ヘレスとバルセロナでこれまでに行われた2回のテストではフェラーリが印象的な走りを見せる一方、2014年のチャンピオンチームであるメルセデスAMGはいまだその本当の実力を示しているようには見えない。だが、多くの関係者が、メルセデスAMGはここまで真の実力を隠すために、燃料を多く搭載するか、パワーを抑え気味にして走行をしていたに違いないと考えている。
今季からフェラーリの赤いF1カーを駆ることとなったセバスチャン・ベッテルは、『Auto Motor und Sport(アウト・モートア・ウント・シュポルト)』に対し、「1年のこの時期にはどこも(本当の力を)隠していると思うよ」と語っている。
だが、常に率直な物言いをすることで知られているニキ・ラウダ(メルセデスAMG/非常勤会長)は、そうしたかけひきを好まない。
かつて3度F1チャンピオンに輝いた伝説的元F1ドライバーでもあるラウダは、スイスの『Blick(ブリック)』に次のように語った。
「チームに、最後には懸命にやることを求めたよ」
「我々も全員が自分たちがどういう位置にいるかを知りたいと思っているからね」
バルセロナでの最初のテストが終わった22日(日)には、誰もがメルセデスAMGの2015年型車W06が今季もタイトルを守る実力を秘めていることを感じ取ったのは間違いないだろう。
22日に最速タイムを刻んだのはロータスのロマン・グロージャンだった。だが、グロージャンはピレリから供給されたタイヤのうち最も軟らかめのコンパウンドのタイヤでそのタイムを出していた。
一方で、そのグロージャンのタイムに対し、ニコ・ロズベルグ(メルセデスAMG)が出したコンマ3秒遅れの2番手タイムは、2番目に硬いミディアムタイヤで出したものだ。仮に、ロズベルグがグロージャンと同じスーパーソフトタイヤを装着していたら、いったいどれほどのタイムが出ていたのか考えるだけで恐ろしくなりそうだ。
ブラジルのケーブルテレビ局『SporTV(スポルティービー)』で解説者を務めるファビオ・セイシャスは、「ピレリでは異なるコンパウンドによるタイム差は1周につき2秒ほどだと見積もっている」と語っている。
だが、目を見張るようなタイムを出してみせたロズベルグ自身は、メルセデスAMGが「強い位置にいる」と認めるにとどまっている。

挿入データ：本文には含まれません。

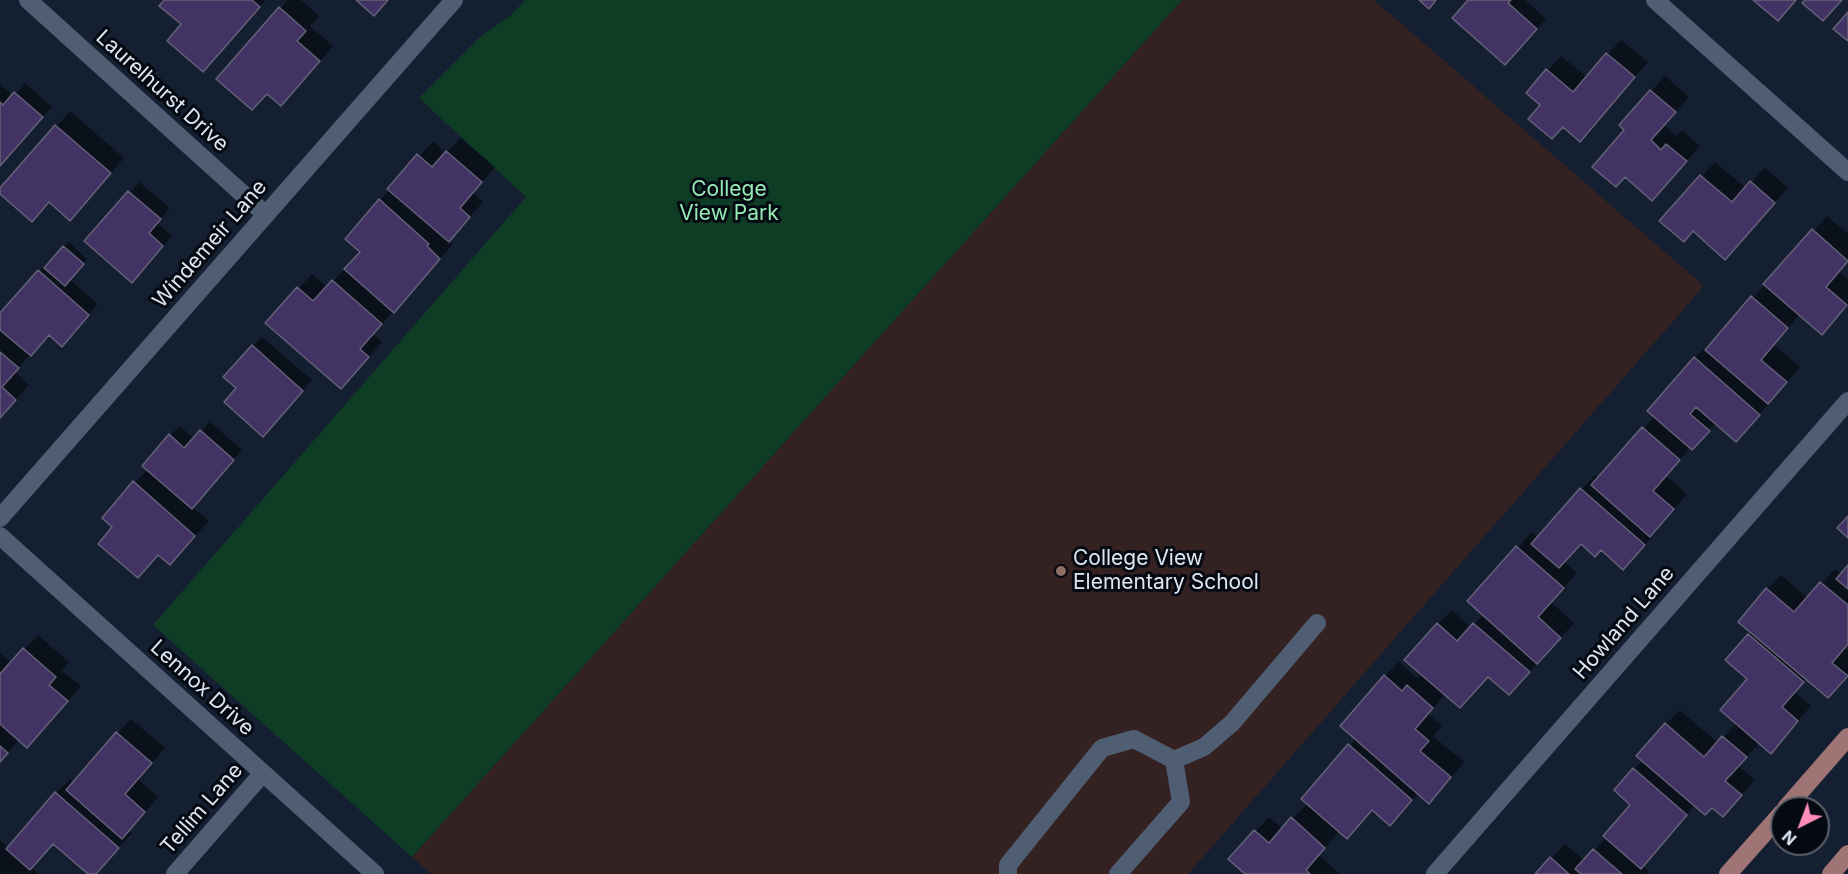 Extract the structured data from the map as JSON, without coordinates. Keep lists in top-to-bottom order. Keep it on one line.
{"streets":{"street":["Laurelhurst Drive","Windemeir Lane","Howland Lane","Lennox Drive","Tellim Lane"]},"crossings":[["Laurelhurst Drive","Windemeir Lane"],["Lennox Drive","Tellim Lane"]],"parks":["College View Park"],"places":["College View Elementary School"],"north":"bottom left"}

ロズベルグはさらに、スーパーソフトタイヤを履いたグロージャンに迫るタイムを出したことに関しても、それだけで「素晴らしい」ものだとは言えないとし、「ほかの日のタイムに関して、自分たちのタイムと比較できるわけじゃないからね」と付け加えた。
ひょっとすると、ロズベルグはここまで驚くほどのペースと一貫性を示しているフェラーリのことが頭にあったのかもしれない。

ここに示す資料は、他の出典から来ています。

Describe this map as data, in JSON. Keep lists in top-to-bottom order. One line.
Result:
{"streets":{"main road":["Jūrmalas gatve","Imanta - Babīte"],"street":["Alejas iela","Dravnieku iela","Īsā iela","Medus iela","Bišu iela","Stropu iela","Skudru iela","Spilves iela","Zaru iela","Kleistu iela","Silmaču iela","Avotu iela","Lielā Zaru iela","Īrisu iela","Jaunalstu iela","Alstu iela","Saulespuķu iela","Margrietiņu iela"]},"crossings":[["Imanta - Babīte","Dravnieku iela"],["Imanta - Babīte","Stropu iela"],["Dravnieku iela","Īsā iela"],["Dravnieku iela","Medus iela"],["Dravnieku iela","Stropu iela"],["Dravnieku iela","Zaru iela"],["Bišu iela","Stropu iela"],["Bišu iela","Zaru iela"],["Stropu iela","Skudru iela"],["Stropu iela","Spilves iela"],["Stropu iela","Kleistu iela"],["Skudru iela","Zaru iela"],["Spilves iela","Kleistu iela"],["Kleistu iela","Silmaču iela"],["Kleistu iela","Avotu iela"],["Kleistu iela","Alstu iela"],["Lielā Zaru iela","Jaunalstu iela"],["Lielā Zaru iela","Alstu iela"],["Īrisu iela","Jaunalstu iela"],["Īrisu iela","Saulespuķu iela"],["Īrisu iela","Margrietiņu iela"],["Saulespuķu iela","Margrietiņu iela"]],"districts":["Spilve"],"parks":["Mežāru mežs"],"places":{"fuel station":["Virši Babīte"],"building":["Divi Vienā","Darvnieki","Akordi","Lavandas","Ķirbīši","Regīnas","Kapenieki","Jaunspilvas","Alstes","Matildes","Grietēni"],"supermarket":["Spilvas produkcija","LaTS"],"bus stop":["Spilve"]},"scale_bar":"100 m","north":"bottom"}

ベッテルは、「僕たちのペースはよさそうだ。それにもっとクルマを強くできるはずだ」と語り、次のように続けた。
「キミ(ライコネン/チームメート)によれば、このクルマは昨年のものよりかなりよくなっているようだ。だけど、メルセデスAMGがまだ最強だと思うよ」
2015年のF1シーズン開幕に向け、各チームは今週のシーズン前最後のテストに集中することになる。そして、そこでは全体の勢力図がより明確に現れてくることになりそうだ。
先週、フェラーリの新チーム代表であるマウリツィオ・アリバベーネはイタリアのテレビ局『Sky(スカイ)』に、「オーストラリアに行くのが待ちきれないよ。なぜって、ここは寒いからね」というジョークを交えながら、次のようなコメントを行っていた。

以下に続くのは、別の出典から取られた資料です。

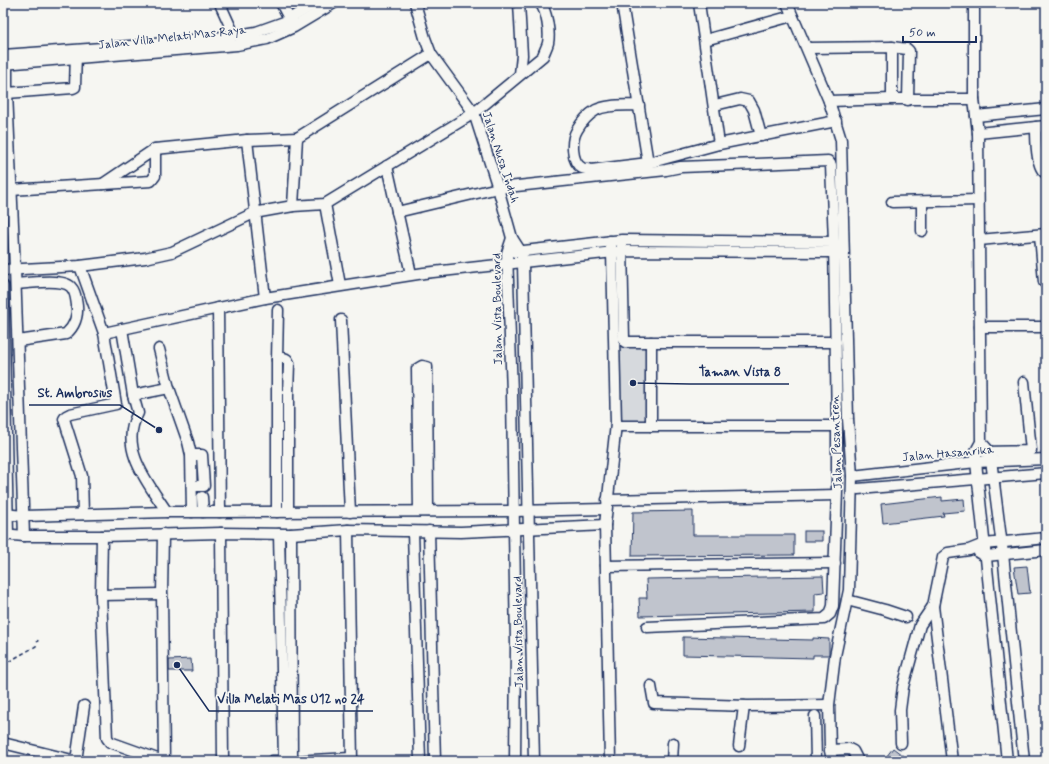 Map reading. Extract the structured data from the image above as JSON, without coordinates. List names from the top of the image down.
{
  "streets": {
    "street": [
      "Jalan Villa Melati Mas Raya",
      "Jalan Nusa Indah",
      "Jalan Vista Boulevard",
      "Jalan Pesantren",
      "Jalan Hasanrika"
    ]
  },
  "crossings": [
    ["Jalan Nusa Indah", "Jalan Vista Boulevard"],
    ["Jalan Pesantren", "Jalan Hasanrika"]
  ],
  "places": ["Taman Vista 8", "St. Ambrosius", "Villa Melati Mas U12 no 24"],
  "scale_bar": "50 m"
}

「来週のバルセロナでのテストは、天候さえよければ、どこも全力で取り組んでくるだろう。そして、すべてのチームの力量がどれほどなのかということも分かってくるはずだ」
「誰もがそれを知りたいと強く望んでいる。だが、現時点では我々は自分たちのプログラムに沿っているし、比較することは避けているんだ。様子を見ることにしよう」とアリバベーネは付け加えた。